**TASK DIRECTIONS:**
What is the number of lines in the entries that contain "bottom"? Reply with that number only.

(Collection entries)
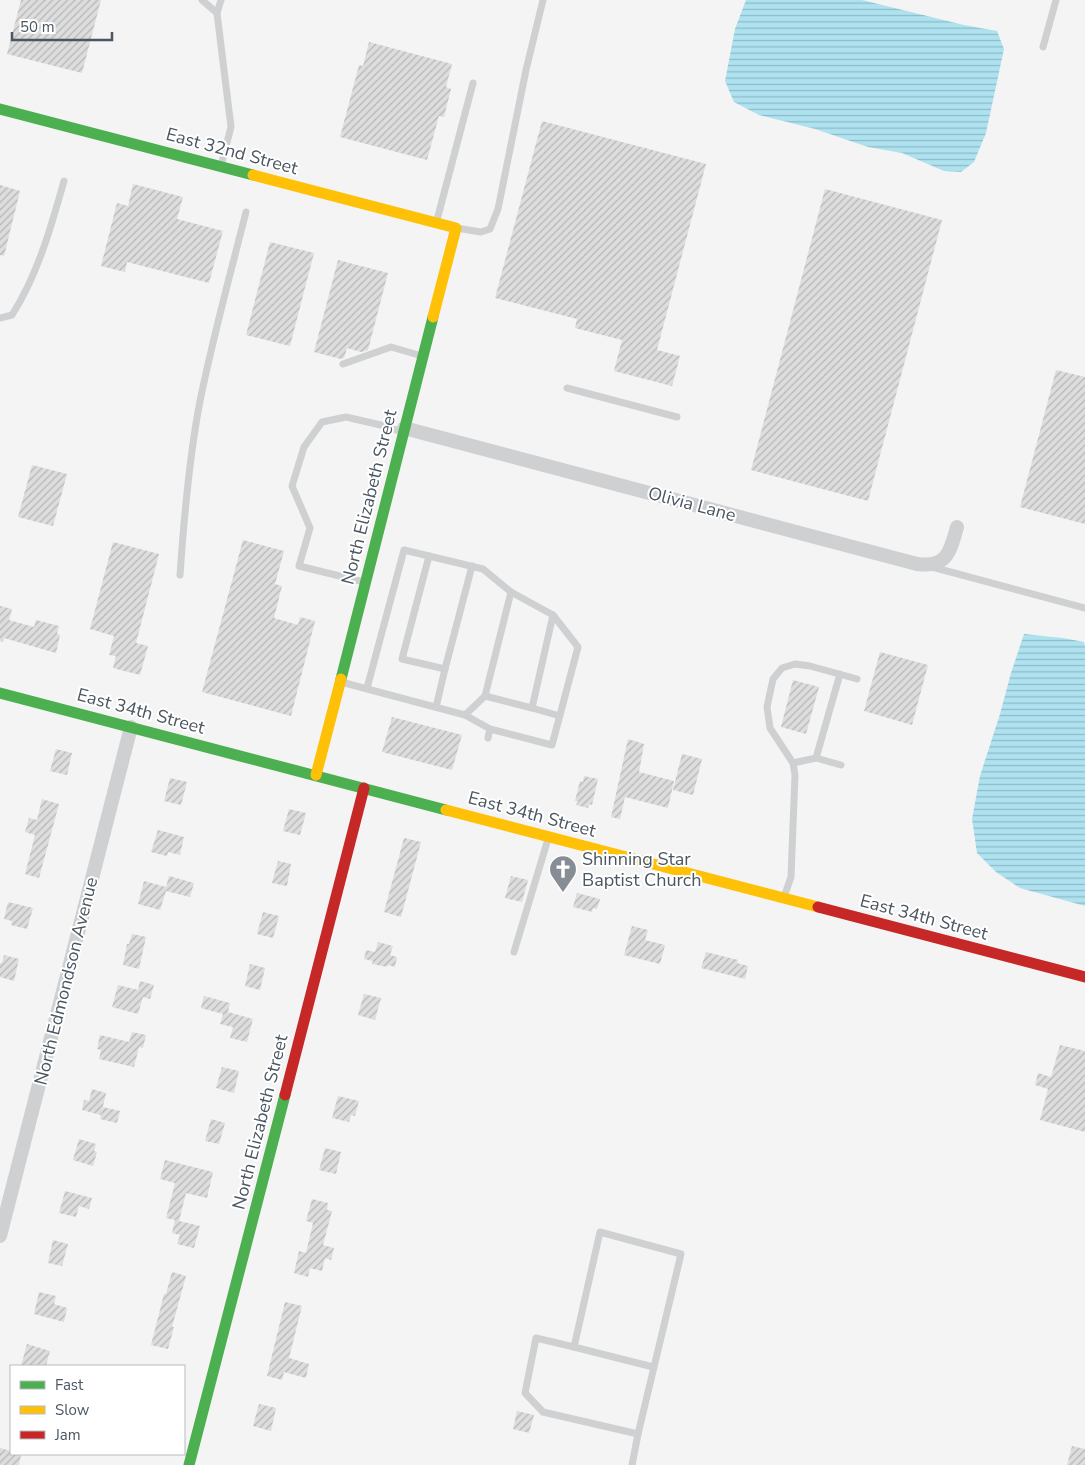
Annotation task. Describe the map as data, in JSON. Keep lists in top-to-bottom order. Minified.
{"streets":{"street":["East 32nd Street","North Elizabeth Street","Olivia Lane","East 34th Street","North Edmondson Avenue"]},"crossings":[["East 32nd Street","North Elizabeth Street"],["North Elizabeth Street","Olivia Lane"],["North Elizabeth Street","East 34th Street"],["East 34th Street","North Edmondson Avenue"]],"places":{"church":["Shinning Star Baptist Church"]},"legend":["Fast","Slow","Jam"],"scale_bar":"50 m"}
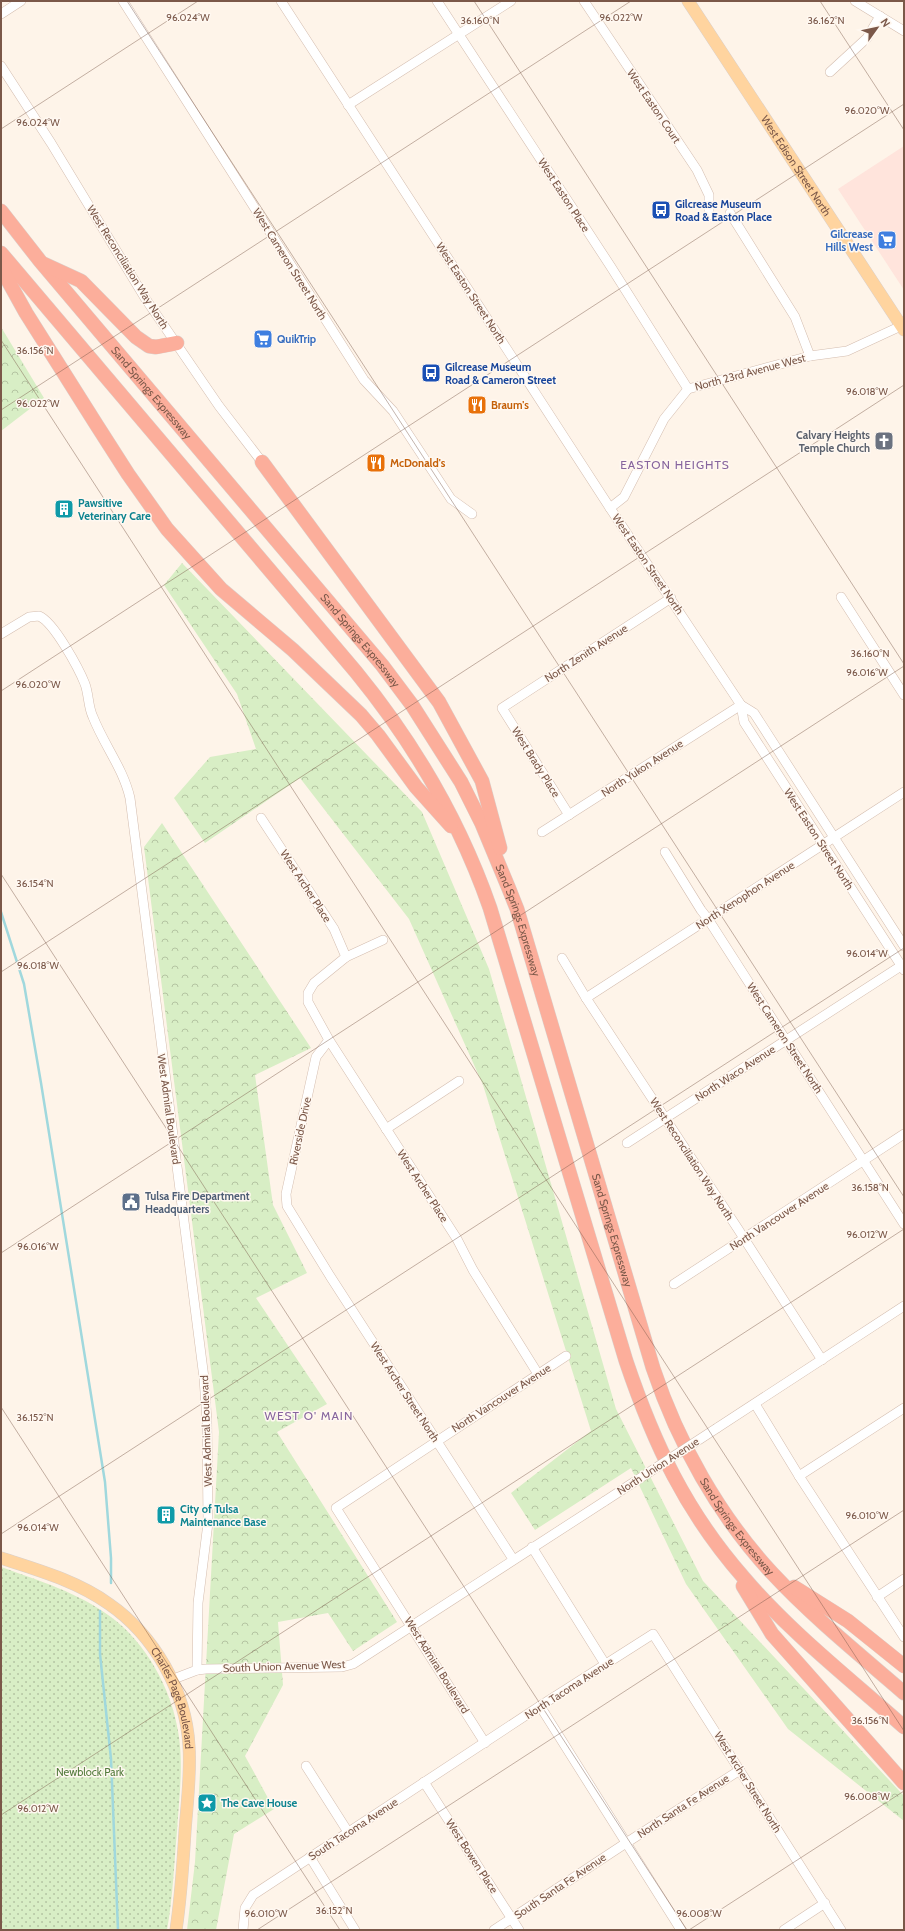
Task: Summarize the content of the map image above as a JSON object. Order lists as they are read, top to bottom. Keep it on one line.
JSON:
{"streets":{"highway":["Sand Springs Expressway"],"main road":["West Edison Street North","Charles Page Boulevard"],"street":["West Easton Court","West Easton Place","West Cameron Street North","West Reconciliation Way North","West Easton Street North","North 23rd Avenue West","North Zenith Avenue","West Brady Place","North Yukon Avenue","West Archer Place","North Xenophon Avenue","North Waco Avenue","West Admiral Boulevard","Riverside Drive","North Vancouver Avenue","West Archer Street North","North Union Avenue","South Union Avenue West","North Tacoma Avenue","North Santa Fe Avenue","South Tacoma Avenue","West Bowen Place","South Santa Fe Avenue"]},"crossings":[["West Edison Street North","North 23rd Avenue West"],["West Easton Place","North 23rd Avenue West"],["West Cameron Street North","North Xenophon Avenue"],["West Cameron Street North","North Waco Avenue"],["West Cameron Street North","North Vancouver Avenue"],["West Reconciliation Way North","North Xenophon Avenue"],["West Reconciliation Way North","North Waco Avenue"],["West Reconciliation Way North","North Vancouver Avenue"],["West Reconciliation Way North","North Union Avenue"],["West Easton Street North","North 23rd Avenue West"],["West Easton Street North","North Zenith Avenue"],["West Easton Street North","North Yukon Avenue"],["West Easton Street North","North Xenophon Avenue"],["West Easton Street North","North Waco Avenue"],["North Zenith Avenue","West Brady Place"],["West Brady Place","North Yukon Avenue"],["West Archer Place","Riverside Drive"],["West Archer Place","North Vancouver Avenue"],["West Admiral Boulevard","North Vancouver Avenue"],["West Admiral Boulevard","North Union Avenue"],["West Admiral Boulevard","South Union Avenue West"],["West Admiral Boulevard","North Tacoma Avenue"],["West Admiral Boulevard","South Tacoma Avenue"],["Riverside Drive","West Archer Street North"],["North Vancouver Avenue","West Archer Street North"],["West Archer Street North","North Union Avenue"],["West Archer Street North","North Tacoma Avenue"],["West Archer Street North","North Santa Fe Avenue"],["North Union Avenue","South Union Avenue West"],["South Union Avenue West","Charles Page Boulevard"],["North Tacoma Avenue","South Tacoma Avenue"],["North Santa Fe Avenue","South Santa Fe Avenue"],["South Tacoma Avenue","West Bowen Place"],["West Bowen Place","South Santa Fe Avenue"]],"districts":["EASTON HEIGHTS","WEST O' MAIN"],"parks":["Newblock Park"],"places":{"bus stop":["Gilcrease Museum Road & Easton Place","Gilcrease Museum Road & Cameron Street"],"supermarket":["Gilcrease Hills West","QuikTrip"],"restaurant":["Braum's","McDonald's"],"church":["Calvary Heights Temple Church"],"building":["Pawsitive Veterinary Care","City of Tulsa Maintenance Base"],"public building":["Tulsa Fire Department Headquarters"],"place":["The Cave House"]},"north":"top right","coordinates":["96.024°W","96.022°W","36.162°N","36.160°N","96.020°W","36.156°N","96.018°W","96.016°W","36.154°N","96.014°W","36.158°N","96.012°W","36.152°N","96.010°W","96.008°W"]}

**SOLUTION:**
2